For Some Vaping Has Risk, For Others a Reward
November 7, 2013 — The latest new way to kick a smoking habit is to drop the tobacco sticks and instead puff electronically.
That is exactly how Valparaiso resident Daniel York weaned himself off of a one-and-a-half-packs-a-day cigarette habit, “I’d find myself winded. I like to do a lot of hiking, and the more I smoked it seemed the less I would be able to travel. It just seemed like I had a lot of issues not being able to battle colds or flus.”
York said he learned about vaping three months ago from a friend. After having no success with the nicotine patch, gum and even failing at quitting his habit cold turkey, he channeled his addiction through a battery operated liquid stick and placed himself at nicotine level number 24.
“I reduced two stages. I went from 24 milligrams nicotine down to a 12 milligrams nicotine,” York said.
Methodist Hospitals Cancer Institute Medical Director Bharat Barai surprisingly favors e-cigarettes, if the product is used similarly to how he prescribes the nicotine reduction products, which is for a limited time until the user becomes less dependent on the chemical. Barai warns against vaping for a lifetime.
He said, “If it is implemented by the person with self discipline then it might be ok. When it is done under medical supervision, when I prescribe nicotine products, I only give two weeks woth of 21mg and two weeks’ worth of 14 and two weeks’ worth of seven. So you are sowing the seeds to develop a stroke or heart attack and the more you use nicotine, the higher the changes of you developing stroke and heart attack at a younger age.”
Leaving the tobacco alone is vital. Barai, who is an oncologist, said 40 percent of all human cancers are from tobacco-related products. Since vaping is not tobacco usage , that’s positive. While other chemicals are OK so far, Barai believes their use has not been regulated. York said that’s alright.

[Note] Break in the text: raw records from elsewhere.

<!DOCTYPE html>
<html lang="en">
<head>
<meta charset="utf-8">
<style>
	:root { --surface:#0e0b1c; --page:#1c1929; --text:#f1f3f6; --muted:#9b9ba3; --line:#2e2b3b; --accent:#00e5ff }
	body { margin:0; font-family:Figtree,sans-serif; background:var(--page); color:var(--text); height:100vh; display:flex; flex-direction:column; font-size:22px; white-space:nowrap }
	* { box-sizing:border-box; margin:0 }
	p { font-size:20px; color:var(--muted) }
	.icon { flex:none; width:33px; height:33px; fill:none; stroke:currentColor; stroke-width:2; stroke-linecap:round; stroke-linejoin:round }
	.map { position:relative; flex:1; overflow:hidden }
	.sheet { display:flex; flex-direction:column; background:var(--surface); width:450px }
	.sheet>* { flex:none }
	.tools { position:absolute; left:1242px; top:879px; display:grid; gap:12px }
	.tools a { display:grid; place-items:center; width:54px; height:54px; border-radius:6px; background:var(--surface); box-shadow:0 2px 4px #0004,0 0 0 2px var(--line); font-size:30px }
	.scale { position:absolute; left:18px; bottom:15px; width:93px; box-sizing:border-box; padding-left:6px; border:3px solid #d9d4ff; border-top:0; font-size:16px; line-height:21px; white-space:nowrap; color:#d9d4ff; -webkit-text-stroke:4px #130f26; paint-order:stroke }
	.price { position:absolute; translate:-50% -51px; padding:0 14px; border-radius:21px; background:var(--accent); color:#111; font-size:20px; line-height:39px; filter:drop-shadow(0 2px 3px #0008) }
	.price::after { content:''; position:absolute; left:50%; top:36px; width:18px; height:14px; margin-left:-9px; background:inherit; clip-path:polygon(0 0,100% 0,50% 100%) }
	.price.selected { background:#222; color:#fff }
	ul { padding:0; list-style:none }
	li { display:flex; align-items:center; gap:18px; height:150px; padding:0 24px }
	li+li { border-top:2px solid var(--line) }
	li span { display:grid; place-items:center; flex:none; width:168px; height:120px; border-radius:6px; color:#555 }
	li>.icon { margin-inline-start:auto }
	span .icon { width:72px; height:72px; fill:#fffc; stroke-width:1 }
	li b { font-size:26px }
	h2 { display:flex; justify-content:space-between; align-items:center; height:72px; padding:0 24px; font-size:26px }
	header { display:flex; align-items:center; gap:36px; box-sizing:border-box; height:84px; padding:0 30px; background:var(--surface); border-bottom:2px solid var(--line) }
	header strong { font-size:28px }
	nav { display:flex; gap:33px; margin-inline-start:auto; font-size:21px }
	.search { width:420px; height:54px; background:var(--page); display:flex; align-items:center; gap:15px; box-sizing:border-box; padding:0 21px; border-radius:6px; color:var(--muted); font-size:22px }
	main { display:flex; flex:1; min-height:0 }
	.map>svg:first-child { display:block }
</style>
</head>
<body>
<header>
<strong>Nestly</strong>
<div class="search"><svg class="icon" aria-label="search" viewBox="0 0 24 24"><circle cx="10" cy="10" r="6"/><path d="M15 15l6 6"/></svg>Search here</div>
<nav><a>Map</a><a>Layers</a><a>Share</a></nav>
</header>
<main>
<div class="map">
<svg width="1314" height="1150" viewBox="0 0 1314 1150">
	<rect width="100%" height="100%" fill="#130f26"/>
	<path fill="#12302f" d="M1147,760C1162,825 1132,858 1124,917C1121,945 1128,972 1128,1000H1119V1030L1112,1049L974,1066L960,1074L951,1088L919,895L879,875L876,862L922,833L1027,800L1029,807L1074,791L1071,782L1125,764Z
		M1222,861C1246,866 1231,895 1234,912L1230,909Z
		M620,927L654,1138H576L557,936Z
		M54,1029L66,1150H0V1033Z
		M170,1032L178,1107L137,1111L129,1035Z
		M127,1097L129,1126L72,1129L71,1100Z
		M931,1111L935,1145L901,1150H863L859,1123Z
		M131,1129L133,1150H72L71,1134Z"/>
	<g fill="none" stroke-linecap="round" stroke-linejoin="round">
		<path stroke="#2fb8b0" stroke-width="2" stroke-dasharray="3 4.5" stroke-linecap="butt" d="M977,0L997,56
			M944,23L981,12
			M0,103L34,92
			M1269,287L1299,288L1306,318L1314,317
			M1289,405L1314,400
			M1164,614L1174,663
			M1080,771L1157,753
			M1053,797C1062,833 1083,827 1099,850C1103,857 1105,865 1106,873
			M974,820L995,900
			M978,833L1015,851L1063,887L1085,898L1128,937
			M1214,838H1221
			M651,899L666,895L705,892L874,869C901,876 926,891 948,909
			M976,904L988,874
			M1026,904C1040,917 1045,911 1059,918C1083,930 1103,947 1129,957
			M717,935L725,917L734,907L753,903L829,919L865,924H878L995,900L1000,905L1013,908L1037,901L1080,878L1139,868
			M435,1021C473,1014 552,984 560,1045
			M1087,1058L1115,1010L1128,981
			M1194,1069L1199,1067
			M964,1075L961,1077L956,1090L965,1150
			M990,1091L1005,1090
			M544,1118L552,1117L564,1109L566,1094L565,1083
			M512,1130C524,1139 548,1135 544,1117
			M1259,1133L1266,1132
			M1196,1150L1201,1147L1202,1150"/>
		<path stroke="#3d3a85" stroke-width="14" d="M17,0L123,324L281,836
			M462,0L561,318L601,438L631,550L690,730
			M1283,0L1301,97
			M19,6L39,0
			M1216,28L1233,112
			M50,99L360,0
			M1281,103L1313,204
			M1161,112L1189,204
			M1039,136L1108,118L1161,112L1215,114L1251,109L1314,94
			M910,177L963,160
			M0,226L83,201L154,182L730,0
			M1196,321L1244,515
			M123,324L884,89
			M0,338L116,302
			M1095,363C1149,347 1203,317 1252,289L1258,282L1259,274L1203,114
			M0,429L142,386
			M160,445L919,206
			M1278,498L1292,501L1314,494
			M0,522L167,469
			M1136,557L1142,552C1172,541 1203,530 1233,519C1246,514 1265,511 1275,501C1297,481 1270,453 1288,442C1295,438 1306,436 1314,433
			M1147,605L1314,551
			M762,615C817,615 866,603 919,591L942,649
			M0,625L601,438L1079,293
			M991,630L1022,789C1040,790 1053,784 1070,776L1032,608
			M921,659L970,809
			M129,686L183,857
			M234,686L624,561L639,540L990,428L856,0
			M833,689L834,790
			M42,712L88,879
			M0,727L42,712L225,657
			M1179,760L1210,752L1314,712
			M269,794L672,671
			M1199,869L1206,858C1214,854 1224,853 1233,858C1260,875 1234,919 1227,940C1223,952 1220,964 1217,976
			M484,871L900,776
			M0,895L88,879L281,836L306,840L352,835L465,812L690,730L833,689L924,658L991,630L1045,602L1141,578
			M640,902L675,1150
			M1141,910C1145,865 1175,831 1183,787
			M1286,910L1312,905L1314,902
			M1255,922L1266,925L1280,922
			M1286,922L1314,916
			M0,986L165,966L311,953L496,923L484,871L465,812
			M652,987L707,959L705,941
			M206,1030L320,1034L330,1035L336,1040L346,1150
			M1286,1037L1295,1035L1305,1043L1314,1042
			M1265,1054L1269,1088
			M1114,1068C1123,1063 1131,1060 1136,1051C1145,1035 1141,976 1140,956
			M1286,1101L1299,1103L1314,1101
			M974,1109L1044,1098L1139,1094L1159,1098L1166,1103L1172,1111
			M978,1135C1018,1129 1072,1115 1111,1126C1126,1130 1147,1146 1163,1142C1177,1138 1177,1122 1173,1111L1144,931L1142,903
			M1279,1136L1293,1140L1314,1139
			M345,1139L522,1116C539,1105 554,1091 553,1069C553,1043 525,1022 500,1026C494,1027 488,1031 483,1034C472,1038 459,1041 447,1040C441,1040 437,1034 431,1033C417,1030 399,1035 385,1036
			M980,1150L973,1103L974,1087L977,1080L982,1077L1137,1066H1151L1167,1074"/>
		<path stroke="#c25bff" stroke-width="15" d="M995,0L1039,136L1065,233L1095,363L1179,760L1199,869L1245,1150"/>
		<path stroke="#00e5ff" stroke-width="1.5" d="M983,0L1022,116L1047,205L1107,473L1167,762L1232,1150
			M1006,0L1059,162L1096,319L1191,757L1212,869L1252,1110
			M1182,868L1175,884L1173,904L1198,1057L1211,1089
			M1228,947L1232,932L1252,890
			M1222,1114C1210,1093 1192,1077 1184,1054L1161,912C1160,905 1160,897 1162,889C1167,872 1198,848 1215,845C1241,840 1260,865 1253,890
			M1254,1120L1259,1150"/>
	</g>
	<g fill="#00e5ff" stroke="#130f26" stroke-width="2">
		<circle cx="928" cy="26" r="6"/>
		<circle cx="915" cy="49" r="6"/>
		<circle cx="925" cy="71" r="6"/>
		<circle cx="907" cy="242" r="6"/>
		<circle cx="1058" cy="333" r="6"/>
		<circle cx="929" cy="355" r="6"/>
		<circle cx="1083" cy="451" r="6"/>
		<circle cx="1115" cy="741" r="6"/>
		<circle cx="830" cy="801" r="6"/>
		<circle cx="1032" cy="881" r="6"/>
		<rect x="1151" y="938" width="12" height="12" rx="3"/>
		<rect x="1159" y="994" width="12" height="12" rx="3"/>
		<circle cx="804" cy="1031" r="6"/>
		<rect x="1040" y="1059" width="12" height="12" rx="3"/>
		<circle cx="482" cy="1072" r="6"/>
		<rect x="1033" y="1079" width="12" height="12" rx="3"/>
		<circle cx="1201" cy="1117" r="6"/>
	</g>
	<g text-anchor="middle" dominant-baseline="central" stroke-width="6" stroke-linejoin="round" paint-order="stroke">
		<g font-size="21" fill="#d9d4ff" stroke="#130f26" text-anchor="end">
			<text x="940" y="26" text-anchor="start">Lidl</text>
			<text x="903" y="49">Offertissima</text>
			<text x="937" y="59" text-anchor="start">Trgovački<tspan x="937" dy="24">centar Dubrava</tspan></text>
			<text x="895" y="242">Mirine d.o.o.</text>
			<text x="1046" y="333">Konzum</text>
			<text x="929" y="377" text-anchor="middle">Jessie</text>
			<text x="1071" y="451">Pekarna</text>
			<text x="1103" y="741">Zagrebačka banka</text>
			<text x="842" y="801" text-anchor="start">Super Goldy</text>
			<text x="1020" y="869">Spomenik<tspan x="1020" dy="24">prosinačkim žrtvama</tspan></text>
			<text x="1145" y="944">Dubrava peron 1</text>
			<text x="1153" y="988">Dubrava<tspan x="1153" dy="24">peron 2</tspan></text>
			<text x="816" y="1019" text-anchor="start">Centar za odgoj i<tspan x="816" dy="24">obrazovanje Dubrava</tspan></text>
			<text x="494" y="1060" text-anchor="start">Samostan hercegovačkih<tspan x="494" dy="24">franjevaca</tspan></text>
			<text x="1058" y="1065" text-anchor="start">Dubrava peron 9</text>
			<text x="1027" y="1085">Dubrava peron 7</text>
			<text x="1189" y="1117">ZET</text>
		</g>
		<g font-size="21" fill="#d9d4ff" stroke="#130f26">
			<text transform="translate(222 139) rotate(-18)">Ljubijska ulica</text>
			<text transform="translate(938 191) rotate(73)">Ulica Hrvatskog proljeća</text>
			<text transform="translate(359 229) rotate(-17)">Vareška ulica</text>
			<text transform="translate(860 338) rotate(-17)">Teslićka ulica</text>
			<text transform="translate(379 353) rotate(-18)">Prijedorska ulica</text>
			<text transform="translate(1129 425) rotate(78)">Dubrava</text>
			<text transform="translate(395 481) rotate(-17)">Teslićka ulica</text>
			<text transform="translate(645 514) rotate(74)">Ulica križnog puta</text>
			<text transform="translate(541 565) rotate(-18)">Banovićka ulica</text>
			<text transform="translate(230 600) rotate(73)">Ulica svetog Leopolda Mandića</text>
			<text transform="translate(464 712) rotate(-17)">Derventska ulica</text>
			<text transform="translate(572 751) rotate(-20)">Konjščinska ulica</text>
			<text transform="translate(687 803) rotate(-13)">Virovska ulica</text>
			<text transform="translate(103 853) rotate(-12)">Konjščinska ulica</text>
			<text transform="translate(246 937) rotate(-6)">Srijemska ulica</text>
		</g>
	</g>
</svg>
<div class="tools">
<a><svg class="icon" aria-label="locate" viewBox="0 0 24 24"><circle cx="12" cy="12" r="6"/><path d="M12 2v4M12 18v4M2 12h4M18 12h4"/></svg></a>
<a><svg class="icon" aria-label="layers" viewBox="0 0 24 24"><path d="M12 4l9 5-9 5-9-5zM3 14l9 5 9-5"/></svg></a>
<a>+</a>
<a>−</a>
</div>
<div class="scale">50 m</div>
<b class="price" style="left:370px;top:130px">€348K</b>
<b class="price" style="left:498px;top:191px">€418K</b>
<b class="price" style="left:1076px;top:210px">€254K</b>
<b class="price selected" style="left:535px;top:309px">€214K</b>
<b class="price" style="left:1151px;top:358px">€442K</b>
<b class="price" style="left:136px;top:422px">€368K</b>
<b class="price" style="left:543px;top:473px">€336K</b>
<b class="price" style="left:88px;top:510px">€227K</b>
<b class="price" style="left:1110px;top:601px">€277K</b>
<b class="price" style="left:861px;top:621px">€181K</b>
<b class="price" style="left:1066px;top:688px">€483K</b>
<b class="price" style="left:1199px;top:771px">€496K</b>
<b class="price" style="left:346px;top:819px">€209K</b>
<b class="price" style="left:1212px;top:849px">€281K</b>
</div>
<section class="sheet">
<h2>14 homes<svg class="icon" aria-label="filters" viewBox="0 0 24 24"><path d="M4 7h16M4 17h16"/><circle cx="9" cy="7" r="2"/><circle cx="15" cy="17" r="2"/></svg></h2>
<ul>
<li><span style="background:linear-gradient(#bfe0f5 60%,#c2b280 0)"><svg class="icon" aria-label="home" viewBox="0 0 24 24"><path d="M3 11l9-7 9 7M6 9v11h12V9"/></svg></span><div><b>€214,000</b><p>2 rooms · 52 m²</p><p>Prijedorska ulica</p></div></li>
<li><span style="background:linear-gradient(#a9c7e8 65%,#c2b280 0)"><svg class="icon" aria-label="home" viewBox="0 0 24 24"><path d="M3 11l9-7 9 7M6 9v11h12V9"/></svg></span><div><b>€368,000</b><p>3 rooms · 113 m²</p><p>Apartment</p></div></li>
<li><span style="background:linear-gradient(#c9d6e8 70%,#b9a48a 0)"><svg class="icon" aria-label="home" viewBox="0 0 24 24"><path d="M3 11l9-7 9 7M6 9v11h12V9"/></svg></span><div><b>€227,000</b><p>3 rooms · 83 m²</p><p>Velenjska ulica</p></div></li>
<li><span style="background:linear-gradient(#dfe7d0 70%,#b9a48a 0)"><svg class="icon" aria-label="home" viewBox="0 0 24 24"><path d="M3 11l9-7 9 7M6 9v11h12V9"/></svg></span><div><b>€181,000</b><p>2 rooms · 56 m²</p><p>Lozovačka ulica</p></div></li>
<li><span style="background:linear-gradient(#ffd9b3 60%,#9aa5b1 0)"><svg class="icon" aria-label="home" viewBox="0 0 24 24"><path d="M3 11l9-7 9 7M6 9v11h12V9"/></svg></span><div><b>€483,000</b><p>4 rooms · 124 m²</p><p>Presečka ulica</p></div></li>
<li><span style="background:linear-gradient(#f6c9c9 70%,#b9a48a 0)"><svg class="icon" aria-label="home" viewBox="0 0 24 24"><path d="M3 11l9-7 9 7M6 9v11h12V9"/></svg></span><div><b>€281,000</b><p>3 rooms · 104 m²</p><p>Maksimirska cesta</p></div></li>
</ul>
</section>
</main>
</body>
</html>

“The products that are in it are FDA regulated, they are just not regulated for inhaling. That really kind of pops up a big question of if it is safe or not. My opinion is it is certainly a lot safer than smoking cigarettes.”
Indiana Youth Institute President and CEO Bill Stanczykiewicz worries the sale of nicotine filled electronic cigarettes to minors could lead to kids starting a dangerous habit. He said between 2011 and 2012 the number of teenagers using e-cigs has doubled from five to ten percent.
“We know that this product is being used more by teenagers. We know that it will bring nicotine into their lives, which is a very unfortunate development for them to the point where it could even be a lethal dose if they use this product improperly,” said Stanczykiewicz.
York has been lighting up since he was 15. Not only has he kicked his habit, touting close to zero nicotine use now, he even keeps more money in his wallet.
“I went from $40 every week on cigarettes to about$ 15 every two weeks on vaporizing,” said York.
York said now his habit has become a hobby.